Project acronym: QUESTION-HOW
Period: 1 March 2003 - 31 August 2003.
Project Full Title: Quality Engineering
Solutions via Tools, Information and Outreach for the New Highly-enriched
Offerings from W3C: Evolving the Web in Europe
Project/Contract No. IST-2000-28767
Project Manager: Daniel Dardailler
<danield@w3.org>
Author of this document: same
Date: 26 August 2003.
QUESTION-HOW is a W3C Europe project aimed at providing the environment necessary for European companies to make mission critical decisions of quality with regard to the emerging Web specifications.
The project is divided into 2 development workpackages (WP01 and WP02) and 4 outreach workpackages (WP03 - WP06), with a management workpackage (WP07).
The duration is 24 months, started September 1st 2001, and ending August 31st 2003, with a one month extension to hold the final review meeting within the project timeframe.
After 2 years of activities, and now reaching its final date, the project is on track with respect to its original schedule, expect for the opening of a fourth office in central Europe, which didn't happen as originally planned.

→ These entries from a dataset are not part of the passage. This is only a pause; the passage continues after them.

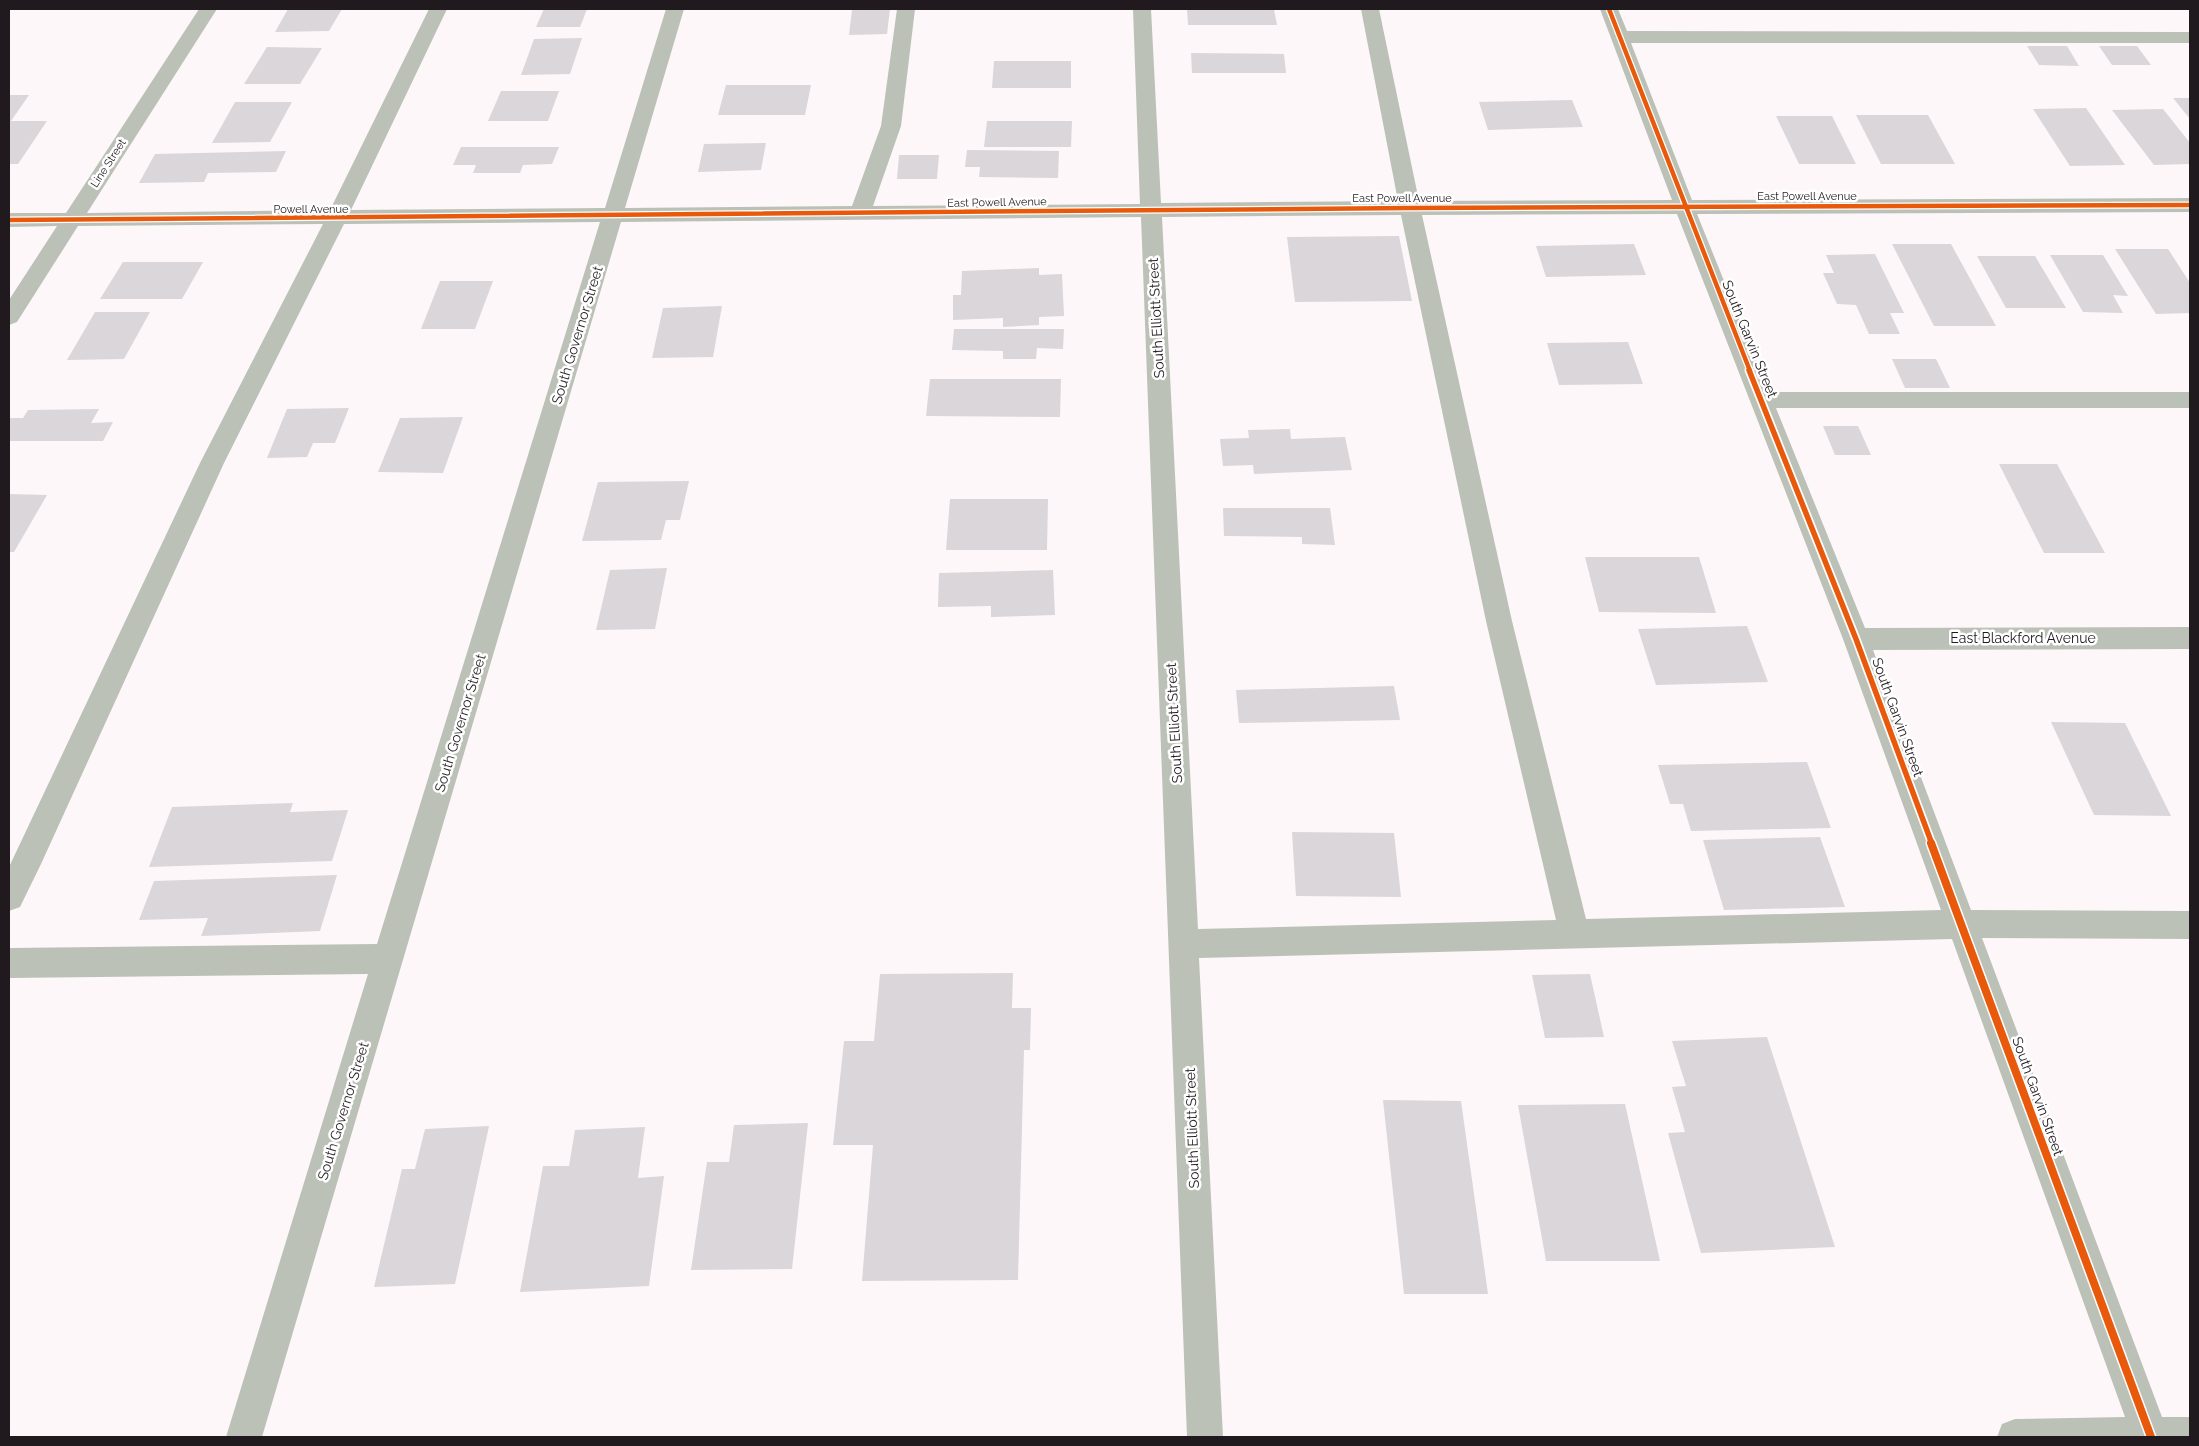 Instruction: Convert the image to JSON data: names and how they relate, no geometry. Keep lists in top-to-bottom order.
{
  "streets": {
    "street": [
      "Line Street",
      "East Powell Avenue",
      "Powell Avenue",
      "South Elliott Street",
      "South Governor Street",
      "South Garvin Street",
      "East Blackford Avenue"
    ]
  },
  "crossings": [
    ["Line Street", "Powell Avenue"],
    ["East Powell Avenue", "Powell Avenue"],
    ["East Powell Avenue", "South Elliott Street"],
    ["East Powell Avenue", "South Governor Street"],
    ["East Powell Avenue", "South Garvin Street"],
    ["Powell Avenue", "South Governor Street"],
    ["South Garvin Street", "East Blackford Avenue"]
  ]
}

See below for details on why this didn't happen.
Technical work for the items mentioned in D2.1, aka the second phase, is completed, and the outreach work associated with this second phase (W3C Semantic Web Tour in May/June 2003, part of WP06) is done as well.
A section at this end of this report on what we've done to react on the first annual review reviewers' comments is available in the Project Management section of this report.
The only work item left is the run of a successful final review in Bruxelles on Sept 16th 2003.
Five major achievements in this fourth period :
The information above is classified as public use. In fact, it is available on the public home page of the project at http://www.w3.org/2001/qh
See details below for detailed achievements per workpackage.
The Evaluation report and planning for tool needs for WP02, D2.1, has been delivered in Month 9, June 2002. It describes the development of additional tools to support new W3C technologies (in addition to those in WP1) .
Eleven technical projects are described in this report. The set of tools presented there are also being derived from the needs of the W3C working groups.
Here are the details of each sub-deliverables progress, several of them are already completed and only need some more detailed reporting.
None for this period, all done in the first phase in 2002.
The report on these activities is available at http://www.w3.org/2002/08/qh-d3-2_3_4.html.
This workpackage was concerned with the creation of 4 new W3C offices in Europe.
In 2002, we started new 2 W3C offices in Hungary and Finland.
The report New Offices First phase, at http://www.w3.org/2002/08/qh-d4-1_2.html explains what has happened in details.
In 2003, after conducting a market study, we created only a new W3C presence in Spain.
The following report details the reasons and the work that went into creating only one office in Spain and not a fourth one in Central Europe.
The objective of WP5 was to produce outreach materials that can be used by office staff to present the purpose and achievements of W3C at exhibitions and to information organisations to promote W3C recommendations.
A report is available that explains the kind of materials produced in the area of
Those materials were shown at our annual Review on September 20th in Sophia Antipolis and were used during our Semantic Web tour in 2003.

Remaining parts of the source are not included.